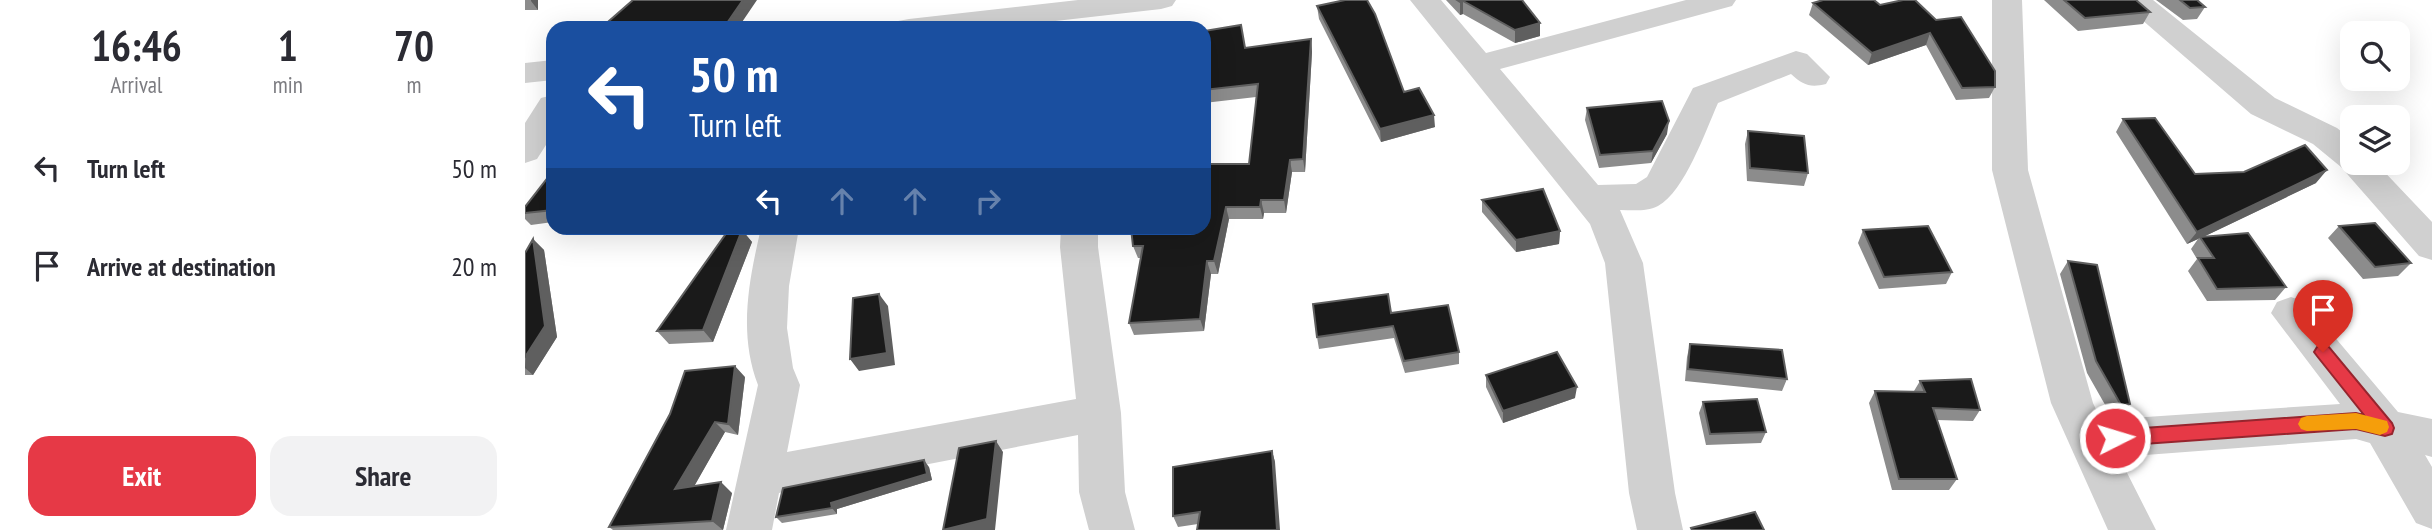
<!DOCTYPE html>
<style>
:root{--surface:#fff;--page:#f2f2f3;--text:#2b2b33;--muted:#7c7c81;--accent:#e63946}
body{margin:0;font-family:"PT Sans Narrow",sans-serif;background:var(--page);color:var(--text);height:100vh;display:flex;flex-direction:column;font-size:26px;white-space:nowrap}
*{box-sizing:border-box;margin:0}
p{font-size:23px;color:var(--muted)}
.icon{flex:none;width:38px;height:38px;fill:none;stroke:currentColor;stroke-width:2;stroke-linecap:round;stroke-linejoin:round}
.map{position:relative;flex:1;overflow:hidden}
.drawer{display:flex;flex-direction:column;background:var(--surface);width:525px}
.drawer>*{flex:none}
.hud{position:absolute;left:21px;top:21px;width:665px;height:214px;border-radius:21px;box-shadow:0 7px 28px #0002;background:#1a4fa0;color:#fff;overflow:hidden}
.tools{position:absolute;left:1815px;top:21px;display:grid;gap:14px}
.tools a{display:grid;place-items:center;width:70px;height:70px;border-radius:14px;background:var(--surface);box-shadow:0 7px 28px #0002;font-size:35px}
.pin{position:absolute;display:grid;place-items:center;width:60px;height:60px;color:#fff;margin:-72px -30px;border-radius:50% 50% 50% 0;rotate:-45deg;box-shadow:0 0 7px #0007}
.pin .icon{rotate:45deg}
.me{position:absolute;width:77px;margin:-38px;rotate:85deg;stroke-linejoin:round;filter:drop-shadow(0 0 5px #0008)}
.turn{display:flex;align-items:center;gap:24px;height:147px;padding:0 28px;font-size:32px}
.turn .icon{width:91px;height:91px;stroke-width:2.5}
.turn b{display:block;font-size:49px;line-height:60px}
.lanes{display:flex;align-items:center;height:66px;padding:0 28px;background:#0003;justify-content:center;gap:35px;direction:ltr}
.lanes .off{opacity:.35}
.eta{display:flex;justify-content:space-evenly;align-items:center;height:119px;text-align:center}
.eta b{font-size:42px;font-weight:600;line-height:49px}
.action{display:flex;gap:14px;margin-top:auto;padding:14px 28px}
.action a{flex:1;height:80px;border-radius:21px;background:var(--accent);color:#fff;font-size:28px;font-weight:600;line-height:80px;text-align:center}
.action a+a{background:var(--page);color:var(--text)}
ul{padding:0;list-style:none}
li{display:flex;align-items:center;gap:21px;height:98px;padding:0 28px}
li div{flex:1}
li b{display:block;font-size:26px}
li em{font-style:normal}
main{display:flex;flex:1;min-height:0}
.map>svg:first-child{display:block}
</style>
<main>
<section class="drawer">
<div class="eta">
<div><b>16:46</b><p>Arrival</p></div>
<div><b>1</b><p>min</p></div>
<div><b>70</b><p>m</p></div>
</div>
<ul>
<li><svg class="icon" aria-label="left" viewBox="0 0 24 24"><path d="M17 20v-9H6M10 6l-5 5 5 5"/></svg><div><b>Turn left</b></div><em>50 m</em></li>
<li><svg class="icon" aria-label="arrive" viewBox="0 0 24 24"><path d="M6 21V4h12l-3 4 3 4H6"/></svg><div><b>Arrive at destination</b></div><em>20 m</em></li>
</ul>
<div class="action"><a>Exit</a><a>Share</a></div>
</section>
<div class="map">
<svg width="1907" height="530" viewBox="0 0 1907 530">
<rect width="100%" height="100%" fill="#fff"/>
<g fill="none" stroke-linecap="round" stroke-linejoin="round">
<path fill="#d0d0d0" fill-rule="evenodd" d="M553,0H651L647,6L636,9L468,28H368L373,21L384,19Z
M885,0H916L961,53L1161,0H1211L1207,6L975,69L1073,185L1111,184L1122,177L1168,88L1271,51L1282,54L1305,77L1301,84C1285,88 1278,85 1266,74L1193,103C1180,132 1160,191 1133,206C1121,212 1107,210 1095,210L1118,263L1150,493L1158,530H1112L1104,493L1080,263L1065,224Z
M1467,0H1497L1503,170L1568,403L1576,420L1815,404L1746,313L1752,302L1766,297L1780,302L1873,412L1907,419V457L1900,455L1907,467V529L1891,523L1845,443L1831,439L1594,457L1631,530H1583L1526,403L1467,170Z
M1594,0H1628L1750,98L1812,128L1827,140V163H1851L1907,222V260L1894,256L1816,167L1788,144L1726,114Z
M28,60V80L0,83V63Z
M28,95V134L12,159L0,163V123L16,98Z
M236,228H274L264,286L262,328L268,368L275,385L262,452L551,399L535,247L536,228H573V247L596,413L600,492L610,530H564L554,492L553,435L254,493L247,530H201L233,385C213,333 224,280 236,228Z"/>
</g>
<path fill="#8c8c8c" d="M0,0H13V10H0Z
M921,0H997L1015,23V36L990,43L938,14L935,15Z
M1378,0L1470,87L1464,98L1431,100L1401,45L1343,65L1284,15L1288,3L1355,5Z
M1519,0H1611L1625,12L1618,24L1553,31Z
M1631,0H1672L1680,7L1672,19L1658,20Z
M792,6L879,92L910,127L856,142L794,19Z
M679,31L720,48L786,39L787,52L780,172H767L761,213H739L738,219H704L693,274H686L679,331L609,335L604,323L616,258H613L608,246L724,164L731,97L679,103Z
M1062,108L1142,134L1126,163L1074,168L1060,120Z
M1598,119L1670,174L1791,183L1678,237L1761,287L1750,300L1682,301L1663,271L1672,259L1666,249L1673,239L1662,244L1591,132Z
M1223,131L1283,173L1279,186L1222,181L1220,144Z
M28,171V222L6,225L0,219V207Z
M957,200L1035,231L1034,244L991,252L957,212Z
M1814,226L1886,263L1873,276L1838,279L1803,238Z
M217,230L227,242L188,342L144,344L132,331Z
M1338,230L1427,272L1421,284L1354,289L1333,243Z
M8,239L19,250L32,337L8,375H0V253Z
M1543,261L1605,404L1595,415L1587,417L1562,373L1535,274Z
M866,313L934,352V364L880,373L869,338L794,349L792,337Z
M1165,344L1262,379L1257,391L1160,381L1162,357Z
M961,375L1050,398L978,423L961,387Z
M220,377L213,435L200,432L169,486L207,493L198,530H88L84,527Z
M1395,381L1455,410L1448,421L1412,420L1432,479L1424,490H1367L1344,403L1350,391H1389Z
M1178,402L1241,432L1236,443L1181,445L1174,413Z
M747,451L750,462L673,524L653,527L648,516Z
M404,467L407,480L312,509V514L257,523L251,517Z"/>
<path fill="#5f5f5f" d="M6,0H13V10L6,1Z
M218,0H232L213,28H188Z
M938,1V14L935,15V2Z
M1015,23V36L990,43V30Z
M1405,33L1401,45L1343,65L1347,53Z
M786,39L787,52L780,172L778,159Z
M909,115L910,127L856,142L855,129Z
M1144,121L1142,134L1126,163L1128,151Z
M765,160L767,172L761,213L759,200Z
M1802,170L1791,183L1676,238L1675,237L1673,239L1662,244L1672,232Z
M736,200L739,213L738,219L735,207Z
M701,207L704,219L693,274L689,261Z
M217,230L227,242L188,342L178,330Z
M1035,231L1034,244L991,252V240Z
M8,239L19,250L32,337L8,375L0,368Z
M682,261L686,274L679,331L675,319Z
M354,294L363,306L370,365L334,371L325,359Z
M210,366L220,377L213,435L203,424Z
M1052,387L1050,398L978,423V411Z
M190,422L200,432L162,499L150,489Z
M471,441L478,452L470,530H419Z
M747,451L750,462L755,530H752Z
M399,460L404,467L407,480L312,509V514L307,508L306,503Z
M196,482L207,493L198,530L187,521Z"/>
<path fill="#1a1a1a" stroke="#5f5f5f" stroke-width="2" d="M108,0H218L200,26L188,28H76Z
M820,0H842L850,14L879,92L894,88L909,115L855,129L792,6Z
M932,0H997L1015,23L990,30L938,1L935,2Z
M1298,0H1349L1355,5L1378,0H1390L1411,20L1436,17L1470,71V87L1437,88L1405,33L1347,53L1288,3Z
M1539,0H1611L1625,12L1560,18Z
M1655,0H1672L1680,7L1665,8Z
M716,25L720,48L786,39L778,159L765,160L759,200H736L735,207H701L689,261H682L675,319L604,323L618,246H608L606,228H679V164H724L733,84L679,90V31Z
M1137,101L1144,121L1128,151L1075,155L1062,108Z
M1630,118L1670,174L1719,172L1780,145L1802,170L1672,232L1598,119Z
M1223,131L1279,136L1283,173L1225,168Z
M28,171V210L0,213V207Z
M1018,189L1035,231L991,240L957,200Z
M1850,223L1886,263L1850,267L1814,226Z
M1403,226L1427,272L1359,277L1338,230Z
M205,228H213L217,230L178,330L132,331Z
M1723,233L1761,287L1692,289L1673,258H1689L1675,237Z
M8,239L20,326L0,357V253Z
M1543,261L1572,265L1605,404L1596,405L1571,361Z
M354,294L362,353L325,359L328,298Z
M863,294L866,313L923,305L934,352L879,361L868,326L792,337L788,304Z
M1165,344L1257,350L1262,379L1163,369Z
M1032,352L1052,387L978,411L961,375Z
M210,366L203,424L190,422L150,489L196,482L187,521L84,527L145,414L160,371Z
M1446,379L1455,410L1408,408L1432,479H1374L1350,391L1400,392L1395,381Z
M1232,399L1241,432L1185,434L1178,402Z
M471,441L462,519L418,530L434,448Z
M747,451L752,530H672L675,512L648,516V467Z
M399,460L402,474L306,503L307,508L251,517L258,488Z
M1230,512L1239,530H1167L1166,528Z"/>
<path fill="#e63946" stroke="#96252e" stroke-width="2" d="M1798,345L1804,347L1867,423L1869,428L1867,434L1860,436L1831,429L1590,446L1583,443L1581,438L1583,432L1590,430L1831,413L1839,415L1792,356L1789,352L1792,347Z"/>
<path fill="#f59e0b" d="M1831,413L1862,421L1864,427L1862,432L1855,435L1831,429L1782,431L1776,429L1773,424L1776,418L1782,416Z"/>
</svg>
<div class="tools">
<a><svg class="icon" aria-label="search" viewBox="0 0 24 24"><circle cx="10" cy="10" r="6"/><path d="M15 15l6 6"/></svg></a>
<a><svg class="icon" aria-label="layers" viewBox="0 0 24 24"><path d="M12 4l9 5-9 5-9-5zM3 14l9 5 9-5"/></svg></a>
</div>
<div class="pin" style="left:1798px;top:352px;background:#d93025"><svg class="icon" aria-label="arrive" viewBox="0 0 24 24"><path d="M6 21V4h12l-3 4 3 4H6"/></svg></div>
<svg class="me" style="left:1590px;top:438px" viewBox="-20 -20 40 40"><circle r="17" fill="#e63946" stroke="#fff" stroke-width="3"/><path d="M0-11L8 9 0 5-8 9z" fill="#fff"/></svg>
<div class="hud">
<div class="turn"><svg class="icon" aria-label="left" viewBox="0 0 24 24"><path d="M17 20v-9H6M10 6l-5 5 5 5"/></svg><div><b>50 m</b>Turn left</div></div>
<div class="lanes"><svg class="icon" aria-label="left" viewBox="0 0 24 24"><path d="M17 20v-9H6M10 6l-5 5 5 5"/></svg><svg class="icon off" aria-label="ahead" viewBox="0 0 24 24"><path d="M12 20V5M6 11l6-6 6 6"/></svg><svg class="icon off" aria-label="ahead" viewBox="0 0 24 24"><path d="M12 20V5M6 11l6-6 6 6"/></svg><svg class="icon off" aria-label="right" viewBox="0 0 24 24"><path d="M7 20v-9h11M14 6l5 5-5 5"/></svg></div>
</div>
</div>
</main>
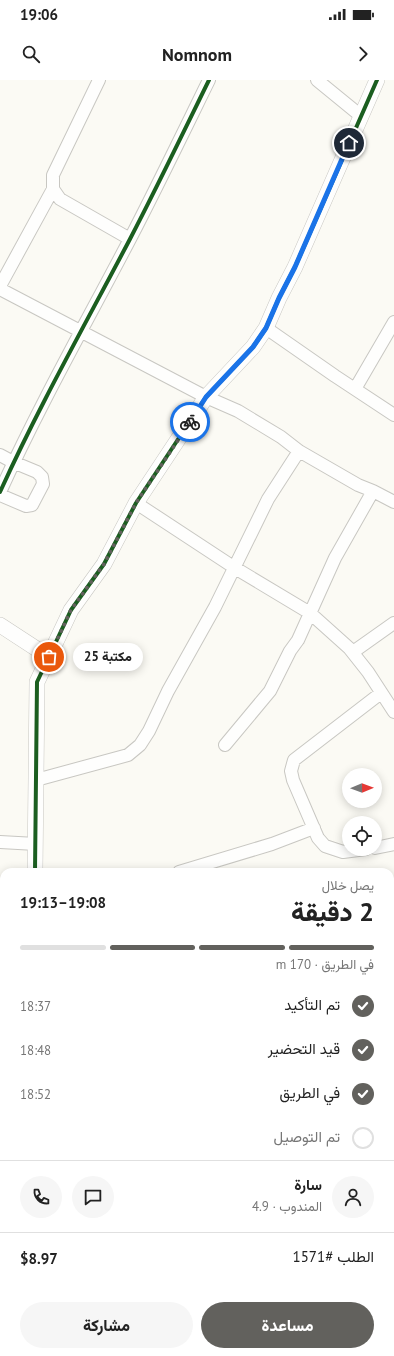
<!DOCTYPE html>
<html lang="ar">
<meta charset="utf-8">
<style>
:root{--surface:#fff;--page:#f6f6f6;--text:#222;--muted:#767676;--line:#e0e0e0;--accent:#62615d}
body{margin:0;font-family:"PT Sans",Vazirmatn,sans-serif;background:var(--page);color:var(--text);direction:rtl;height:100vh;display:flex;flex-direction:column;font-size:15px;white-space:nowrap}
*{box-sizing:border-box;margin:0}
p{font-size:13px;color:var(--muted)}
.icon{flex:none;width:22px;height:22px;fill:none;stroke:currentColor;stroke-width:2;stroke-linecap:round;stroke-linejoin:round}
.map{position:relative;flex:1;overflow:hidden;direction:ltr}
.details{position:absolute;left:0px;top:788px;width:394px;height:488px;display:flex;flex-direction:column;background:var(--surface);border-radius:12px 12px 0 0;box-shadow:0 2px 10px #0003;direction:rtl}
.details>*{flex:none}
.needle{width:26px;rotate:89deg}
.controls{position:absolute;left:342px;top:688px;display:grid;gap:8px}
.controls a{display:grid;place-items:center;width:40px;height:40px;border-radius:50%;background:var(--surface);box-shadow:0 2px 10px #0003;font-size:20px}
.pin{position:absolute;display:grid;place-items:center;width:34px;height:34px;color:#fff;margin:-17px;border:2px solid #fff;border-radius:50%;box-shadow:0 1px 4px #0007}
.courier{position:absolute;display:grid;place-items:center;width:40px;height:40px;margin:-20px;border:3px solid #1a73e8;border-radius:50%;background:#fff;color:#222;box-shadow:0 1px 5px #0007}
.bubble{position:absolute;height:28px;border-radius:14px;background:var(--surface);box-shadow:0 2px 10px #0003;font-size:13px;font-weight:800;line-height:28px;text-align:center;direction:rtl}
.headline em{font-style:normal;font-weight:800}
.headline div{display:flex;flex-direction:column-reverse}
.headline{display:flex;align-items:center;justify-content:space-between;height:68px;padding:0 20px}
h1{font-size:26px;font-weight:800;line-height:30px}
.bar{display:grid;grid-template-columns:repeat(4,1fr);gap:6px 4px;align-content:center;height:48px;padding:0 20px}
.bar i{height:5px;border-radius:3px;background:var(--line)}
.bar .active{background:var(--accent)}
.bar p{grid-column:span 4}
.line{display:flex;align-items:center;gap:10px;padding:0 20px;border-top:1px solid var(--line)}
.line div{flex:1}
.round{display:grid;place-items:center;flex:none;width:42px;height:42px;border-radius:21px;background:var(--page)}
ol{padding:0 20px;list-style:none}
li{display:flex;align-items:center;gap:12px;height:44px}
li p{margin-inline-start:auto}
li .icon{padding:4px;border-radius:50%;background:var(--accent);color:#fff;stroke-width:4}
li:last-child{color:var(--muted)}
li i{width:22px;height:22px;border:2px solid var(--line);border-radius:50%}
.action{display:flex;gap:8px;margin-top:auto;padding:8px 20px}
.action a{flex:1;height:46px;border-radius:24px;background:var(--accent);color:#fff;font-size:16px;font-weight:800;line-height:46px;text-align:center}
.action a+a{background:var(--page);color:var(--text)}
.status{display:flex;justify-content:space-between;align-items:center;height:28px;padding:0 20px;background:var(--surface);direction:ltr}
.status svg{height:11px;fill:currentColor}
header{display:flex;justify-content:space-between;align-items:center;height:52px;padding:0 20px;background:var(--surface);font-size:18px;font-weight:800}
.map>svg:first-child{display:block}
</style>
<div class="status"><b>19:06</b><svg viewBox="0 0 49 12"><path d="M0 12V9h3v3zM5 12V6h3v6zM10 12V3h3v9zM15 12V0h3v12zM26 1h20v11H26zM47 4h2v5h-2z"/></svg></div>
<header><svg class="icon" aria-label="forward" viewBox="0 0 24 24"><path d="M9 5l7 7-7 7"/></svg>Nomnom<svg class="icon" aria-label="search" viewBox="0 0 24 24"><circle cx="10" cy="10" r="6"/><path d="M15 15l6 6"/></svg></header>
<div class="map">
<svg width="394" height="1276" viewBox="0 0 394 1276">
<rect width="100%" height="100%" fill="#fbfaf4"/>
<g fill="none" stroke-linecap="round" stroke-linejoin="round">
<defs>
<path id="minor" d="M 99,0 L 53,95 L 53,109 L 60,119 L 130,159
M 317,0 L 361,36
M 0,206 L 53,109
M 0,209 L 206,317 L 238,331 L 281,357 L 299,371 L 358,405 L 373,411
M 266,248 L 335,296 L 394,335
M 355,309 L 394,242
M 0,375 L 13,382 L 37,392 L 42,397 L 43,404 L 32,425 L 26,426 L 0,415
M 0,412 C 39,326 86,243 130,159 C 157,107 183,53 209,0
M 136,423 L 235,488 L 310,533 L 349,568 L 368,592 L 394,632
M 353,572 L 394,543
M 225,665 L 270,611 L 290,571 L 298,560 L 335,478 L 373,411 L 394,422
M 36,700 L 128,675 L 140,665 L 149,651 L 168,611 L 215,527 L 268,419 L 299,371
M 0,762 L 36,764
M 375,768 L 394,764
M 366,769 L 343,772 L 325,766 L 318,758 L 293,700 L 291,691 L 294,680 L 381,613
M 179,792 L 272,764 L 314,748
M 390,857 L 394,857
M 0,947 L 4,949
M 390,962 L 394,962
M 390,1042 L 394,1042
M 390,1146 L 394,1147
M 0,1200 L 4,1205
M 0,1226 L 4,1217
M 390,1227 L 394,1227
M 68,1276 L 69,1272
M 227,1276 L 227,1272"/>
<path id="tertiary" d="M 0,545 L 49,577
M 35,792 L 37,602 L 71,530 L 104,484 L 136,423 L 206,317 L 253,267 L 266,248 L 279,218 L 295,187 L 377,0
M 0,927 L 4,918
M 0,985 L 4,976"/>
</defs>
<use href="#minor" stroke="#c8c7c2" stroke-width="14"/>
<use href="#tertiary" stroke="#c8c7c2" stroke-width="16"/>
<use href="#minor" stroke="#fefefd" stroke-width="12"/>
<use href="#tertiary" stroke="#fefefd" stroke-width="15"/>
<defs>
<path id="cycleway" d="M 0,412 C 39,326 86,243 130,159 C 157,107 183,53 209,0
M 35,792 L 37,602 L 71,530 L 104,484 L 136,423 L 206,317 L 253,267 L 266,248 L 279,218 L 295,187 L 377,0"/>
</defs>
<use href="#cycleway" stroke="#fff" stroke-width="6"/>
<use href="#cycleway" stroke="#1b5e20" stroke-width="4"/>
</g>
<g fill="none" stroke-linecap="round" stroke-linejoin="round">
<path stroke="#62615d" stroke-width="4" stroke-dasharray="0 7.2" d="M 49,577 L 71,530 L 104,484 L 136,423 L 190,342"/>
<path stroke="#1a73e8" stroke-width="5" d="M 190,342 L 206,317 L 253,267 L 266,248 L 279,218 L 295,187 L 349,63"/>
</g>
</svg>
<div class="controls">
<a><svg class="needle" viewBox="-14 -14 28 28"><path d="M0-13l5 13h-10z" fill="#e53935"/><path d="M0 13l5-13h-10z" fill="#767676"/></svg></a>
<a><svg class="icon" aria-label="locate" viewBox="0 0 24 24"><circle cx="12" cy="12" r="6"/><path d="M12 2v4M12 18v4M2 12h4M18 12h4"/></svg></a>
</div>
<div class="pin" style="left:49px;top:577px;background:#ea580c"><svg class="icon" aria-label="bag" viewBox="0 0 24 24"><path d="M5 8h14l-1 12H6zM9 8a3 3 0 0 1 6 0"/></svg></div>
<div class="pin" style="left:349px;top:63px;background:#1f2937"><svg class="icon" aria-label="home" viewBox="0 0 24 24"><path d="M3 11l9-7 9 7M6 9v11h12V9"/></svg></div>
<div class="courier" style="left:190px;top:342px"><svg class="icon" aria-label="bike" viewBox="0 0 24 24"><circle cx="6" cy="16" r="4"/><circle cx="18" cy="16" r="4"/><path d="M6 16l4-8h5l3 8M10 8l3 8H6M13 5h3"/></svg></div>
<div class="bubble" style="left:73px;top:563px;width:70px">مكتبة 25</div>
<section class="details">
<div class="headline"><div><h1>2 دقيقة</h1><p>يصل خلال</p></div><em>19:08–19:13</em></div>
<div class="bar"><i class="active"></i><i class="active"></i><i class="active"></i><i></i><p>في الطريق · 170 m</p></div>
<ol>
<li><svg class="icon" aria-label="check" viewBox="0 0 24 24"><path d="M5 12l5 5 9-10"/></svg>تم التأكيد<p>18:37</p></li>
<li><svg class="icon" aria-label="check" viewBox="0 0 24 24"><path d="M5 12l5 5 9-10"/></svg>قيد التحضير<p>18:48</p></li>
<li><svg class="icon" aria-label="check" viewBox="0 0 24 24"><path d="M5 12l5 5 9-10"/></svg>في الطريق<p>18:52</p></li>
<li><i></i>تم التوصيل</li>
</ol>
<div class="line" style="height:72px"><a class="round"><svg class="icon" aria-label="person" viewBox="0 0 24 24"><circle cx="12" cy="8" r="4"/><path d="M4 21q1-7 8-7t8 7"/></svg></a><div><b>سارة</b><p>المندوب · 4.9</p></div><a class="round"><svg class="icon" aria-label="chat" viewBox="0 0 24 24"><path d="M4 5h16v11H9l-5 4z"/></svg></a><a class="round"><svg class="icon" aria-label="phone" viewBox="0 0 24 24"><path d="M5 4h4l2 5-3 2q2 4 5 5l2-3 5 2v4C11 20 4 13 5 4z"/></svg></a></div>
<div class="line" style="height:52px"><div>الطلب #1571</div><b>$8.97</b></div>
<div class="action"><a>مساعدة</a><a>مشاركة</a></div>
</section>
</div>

____

Your task is to collect every line above that contains the word "controls".

.controls{position:absolute;left:342px;top:688px;display:grid;gap:8px}
.controls a{display:grid;place-items:center;width:40px;height:40px;border-radius:50%;background:var(--surface);box-shadow:0 2px 10px #0003;font-size:20px}
<div class="controls">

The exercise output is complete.